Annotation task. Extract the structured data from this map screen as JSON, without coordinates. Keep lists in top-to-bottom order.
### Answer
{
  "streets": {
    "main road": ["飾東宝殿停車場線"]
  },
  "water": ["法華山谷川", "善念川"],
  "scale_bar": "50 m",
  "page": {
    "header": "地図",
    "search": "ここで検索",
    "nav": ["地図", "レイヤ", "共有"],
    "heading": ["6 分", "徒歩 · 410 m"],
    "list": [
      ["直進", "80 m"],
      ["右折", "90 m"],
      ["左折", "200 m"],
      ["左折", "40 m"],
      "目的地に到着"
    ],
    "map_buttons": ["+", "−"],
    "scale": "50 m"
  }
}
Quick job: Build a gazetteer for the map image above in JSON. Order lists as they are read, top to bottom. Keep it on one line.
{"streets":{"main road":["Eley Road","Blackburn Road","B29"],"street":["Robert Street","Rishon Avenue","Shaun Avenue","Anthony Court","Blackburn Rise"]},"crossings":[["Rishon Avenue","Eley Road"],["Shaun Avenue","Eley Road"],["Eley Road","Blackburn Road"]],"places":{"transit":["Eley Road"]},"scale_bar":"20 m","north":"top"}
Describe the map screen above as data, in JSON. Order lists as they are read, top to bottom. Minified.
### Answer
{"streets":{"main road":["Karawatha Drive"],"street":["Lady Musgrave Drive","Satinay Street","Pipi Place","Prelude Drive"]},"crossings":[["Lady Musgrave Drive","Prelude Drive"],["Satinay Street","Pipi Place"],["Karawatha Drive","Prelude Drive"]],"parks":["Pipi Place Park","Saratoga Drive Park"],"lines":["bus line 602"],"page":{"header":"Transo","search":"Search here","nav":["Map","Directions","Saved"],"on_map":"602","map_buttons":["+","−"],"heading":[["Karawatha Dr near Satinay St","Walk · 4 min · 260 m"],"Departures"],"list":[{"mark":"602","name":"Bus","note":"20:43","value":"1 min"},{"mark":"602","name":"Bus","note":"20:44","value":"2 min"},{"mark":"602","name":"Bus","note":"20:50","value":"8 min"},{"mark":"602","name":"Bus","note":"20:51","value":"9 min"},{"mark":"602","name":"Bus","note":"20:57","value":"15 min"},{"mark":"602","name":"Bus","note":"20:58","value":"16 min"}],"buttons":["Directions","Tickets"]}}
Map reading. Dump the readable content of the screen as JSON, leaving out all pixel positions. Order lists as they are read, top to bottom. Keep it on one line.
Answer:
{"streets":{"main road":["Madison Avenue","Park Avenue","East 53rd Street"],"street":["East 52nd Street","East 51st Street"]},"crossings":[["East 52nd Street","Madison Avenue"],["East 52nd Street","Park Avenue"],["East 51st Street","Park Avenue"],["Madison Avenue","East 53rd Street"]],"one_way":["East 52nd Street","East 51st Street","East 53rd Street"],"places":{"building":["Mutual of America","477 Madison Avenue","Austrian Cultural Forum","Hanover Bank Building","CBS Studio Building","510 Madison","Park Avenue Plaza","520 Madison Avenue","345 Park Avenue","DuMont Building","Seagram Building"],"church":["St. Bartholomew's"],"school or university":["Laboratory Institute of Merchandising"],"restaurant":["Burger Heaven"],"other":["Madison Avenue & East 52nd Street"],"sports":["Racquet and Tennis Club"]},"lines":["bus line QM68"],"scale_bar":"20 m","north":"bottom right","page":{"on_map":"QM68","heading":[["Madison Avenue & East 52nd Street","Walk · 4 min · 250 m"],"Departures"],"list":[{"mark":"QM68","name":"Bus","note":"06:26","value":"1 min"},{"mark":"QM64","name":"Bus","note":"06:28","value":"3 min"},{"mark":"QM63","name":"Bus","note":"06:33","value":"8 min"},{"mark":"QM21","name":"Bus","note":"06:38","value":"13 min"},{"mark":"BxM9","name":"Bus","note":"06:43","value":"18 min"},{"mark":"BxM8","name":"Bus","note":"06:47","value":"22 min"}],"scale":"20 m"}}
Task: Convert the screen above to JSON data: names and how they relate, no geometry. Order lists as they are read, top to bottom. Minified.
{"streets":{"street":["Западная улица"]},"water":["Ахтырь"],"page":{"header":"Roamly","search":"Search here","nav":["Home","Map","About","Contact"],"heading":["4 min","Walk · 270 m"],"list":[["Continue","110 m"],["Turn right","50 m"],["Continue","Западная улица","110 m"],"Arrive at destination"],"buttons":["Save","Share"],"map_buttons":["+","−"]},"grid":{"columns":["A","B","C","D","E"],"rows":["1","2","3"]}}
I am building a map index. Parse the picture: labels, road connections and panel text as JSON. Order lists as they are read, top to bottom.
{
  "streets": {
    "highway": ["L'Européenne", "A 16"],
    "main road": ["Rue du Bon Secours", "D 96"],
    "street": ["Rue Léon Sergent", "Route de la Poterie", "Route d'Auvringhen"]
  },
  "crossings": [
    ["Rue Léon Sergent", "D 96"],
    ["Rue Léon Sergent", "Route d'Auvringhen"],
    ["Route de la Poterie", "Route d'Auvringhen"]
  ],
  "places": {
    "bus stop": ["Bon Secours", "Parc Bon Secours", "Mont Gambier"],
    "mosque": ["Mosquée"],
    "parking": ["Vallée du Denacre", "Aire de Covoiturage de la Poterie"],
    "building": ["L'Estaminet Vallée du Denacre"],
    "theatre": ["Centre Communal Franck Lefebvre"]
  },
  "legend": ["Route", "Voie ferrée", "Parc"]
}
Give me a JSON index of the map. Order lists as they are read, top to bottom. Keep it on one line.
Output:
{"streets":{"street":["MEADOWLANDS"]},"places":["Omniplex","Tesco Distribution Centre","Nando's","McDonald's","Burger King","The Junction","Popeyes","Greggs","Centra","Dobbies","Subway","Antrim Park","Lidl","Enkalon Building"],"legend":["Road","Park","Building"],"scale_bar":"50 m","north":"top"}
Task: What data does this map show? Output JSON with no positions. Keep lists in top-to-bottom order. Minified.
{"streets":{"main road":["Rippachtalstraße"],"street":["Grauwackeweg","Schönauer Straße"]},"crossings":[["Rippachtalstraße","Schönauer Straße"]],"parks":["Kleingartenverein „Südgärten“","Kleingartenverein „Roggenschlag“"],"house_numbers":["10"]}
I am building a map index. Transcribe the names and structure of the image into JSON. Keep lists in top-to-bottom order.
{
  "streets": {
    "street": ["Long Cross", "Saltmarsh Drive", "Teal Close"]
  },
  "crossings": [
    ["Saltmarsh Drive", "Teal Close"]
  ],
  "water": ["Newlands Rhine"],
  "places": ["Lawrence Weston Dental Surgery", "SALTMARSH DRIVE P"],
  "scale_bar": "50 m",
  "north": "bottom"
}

········

## What you have to do:
Reproduce every record, making sure each one stays exactly the same.

## Problem solution:
Annotation task. Extract the structured data from this map screen as JSON, without coordinates. Keep lists in top-to-bottom order.
### Answer
{
  "streets": {
    "main road": ["飾東宝殿停車場線"]
  },
  "water": ["法華山谷川", "善念川"],
  "scale_bar": "50 m",
  "page": {
    "header": "地図",
    "search": "ここで検索",
    "nav": ["地図", "レイヤ", "共有"],
    "heading": ["6 分", "徒歩 · 410 m"],
    "list": [
      ["直進", "80 m"],
      ["右折", "90 m"],
      ["左折", "200 m"],
      ["左折", "40 m"],
      "目的地に到着"
    ],
    "map_buttons": ["+", "−"],
    "scale": "50 m"
  }
}
Quick job: Build a gazetteer for the map image above in JSON. Order lists as they are read, top to bottom. Keep it on one line.
{"streets":{"main road":["Eley Road","Blackburn Road","B29"],"street":["Robert Street","Rishon Avenue","Shaun Avenue","Anthony Court","Blackburn Rise"]},"crossings":[["Rishon Avenue","Eley Road"],["Shaun Avenue","Eley Road"],["Eley Road","Blackburn Road"]],"places":{"transit":["Eley Road"]},"scale_bar":"20 m","north":"top"}
Describe the map screen above as data, in JSON. Order lists as they are read, top to bottom. Minified.
### Answer
{"streets":{"main road":["Karawatha Drive"],"street":["Lady Musgrave Drive","Satinay Street","Pipi Place","Prelude Drive"]},"crossings":[["Lady Musgrave Drive","Prelude Drive"],["Satinay Street","Pipi Place"],["Karawatha Drive","Prelude Drive"]],"parks":["Pipi Place Park","Saratoga Drive Park"],"lines":["bus line 602"],"page":{"header":"Transo","search":"Search here","nav":["Map","Directions","Saved"],"on_map":"602","map_buttons":["+","−"],"heading":[["Karawatha Dr near Satinay St","Walk · 4 min · 260 m"],"Departures"],"list":[{"mark":"602","name":"Bus","note":"20:43","value":"1 min"},{"mark":"602","name":"Bus","note":"20:44","value":"2 min"},{"mark":"602","name":"Bus","note":"20:50","value":"8 min"},{"mark":"602","name":"Bus","note":"20:51","value":"9 min"},{"mark":"602","name":"Bus","note":"20:57","value":"15 min"},{"mark":"602","name":"Bus","note":"20:58","value":"16 min"}],"buttons":["Directions","Tickets"]}}
Map reading. Dump the readable content of the screen as JSON, leaving out all pixel positions. Order lists as they are read, top to bottom. Keep it on one line.
Answer:
{"streets":{"main road":["Madison Avenue","Park Avenue","East 53rd Street"],"street":["East 52nd Street","East 51st Street"]},"crossings":[["East 52nd Street","Madison Avenue"],["East 52nd Street","Park Avenue"],["East 51st Street","Park Avenue"],["Madison Avenue","East 53rd Street"]],"one_way":["East 52nd Street","East 51st Street","East 53rd Street"],"places":{"building":["Mutual of America","477 Madison Avenue","Austrian Cultural Forum","Hanover Bank Building","CBS Studio Building","510 Madison","Park Avenue Plaza","520 Madison Avenue","345 Park Avenue","DuMont Building","Seagram Building"],"church":["St. Bartholomew's"],"school or university":["Laboratory Institute of Merchandising"],"restaurant":["Burger Heaven"],"other":["Madison Avenue & East 52nd Street"],"sports":["Racquet and Tennis Club"]},"lines":["bus line QM68"],"scale_bar":"20 m","north":"bottom right","page":{"on_map":"QM68","heading":[["Madison Avenue & East 52nd Street","Walk · 4 min · 250 m"],"Departures"],"list":[{"mark":"QM68","name":"Bus","note":"06:26","value":"1 min"},{"mark":"QM64","name":"Bus","note":"06:28","value":"3 min"},{"mark":"QM63","name":"Bus","note":"06:33","value":"8 min"},{"mark":"QM21","name":"Bus","note":"06:38","value":"13 min"},{"mark":"BxM9","name":"Bus","note":"06:43","value":"18 min"},{"mark":"BxM8","name":"Bus","note":"06:47","value":"22 min"}],"scale":"20 m"}}
Task: Convert the screen above to JSON data: names and how they relate, no geometry. Order lists as they are read, top to bottom. Minified.
{"streets":{"street":["Западная улица"]},"water":["Ахтырь"],"page":{"header":"Roamly","search":"Search here","nav":["Home","Map","About","Contact"],"heading":["4 min","Walk · 270 m"],"list":[["Continue","110 m"],["Turn right","50 m"],["Continue","Западная улица","110 m"],"Arrive at destination"],"buttons":["Save","Share"],"map_buttons":["+","−"]},"grid":{"columns":["A","B","C","D","E"],"rows":["1","2","3"]}}
I am building a map index. Parse the picture: labels, road connections and panel text as JSON. Order lists as they are read, top to bottom.
{
  "streets": {
    "highway": ["L'Européenne", "A 16"],
    "main road": ["Rue du Bon Secours", "D 96"],
    "street": ["Rue Léon Sergent", "Route de la Poterie", "Route d'Auvringhen"]
  },
  "crossings": [
    ["Rue Léon Sergent", "D 96"],
    ["Rue Léon Sergent", "Route d'Auvringhen"],
    ["Route de la Poterie", "Route d'Auvringhen"]
  ],
  "places": {
    "bus stop": ["Bon Secours", "Parc Bon Secours", "Mont Gambier"],
    "mosque": ["Mosquée"],
    "parking": ["Vallée du Denacre", "Aire de Covoiturage de la Poterie"],
    "building": ["L'Estaminet Vallée du Denacre"],
    "theatre": ["Centre Communal Franck Lefebvre"]
  },
  "legend": ["Route", "Voie ferrée", "Parc"]
}
Give me a JSON index of the map. Order lists as they are read, top to bottom. Keep it on one line.
Output:
{"streets":{"street":["MEADOWLANDS"]},"places":["Omniplex","Tesco Distribution Centre","Nando's","McDonald's","Burger King","The Junction","Popeyes","Greggs","Centra","Dobbies","Subway","Antrim Park","Lidl","Enkalon Building"],"legend":["Road","Park","Building"],"scale_bar":"50 m","north":"top"}
Task: What data does this map show? Output JSON with no positions. Keep lists in top-to-bottom order. Minified.
{"streets":{"main road":["Rippachtalstraße"],"street":["Grauwackeweg","Schönauer Straße"]},"crossings":[["Rippachtalstraße","Schönauer Straße"]],"parks":["Kleingartenverein „Südgärten“","Kleingartenverein „Roggenschlag“"],"house_numbers":["10"]}
I am building a map index. Transcribe the names and structure of the image into JSON. Keep lists in top-to-bottom order.
{
  "streets": {
    "street": ["Long Cross", "Saltmarsh Drive", "Teal Close"]
  },
  "crossings": [
    ["Saltmarsh Drive", "Teal Close"]
  ],
  "water": ["Newlands Rhine"],
  "places": ["Lawrence Weston Dental Surgery", "SALTMARSH DRIVE P"],
  "scale_bar": "50 m",
  "north": "bottom"
}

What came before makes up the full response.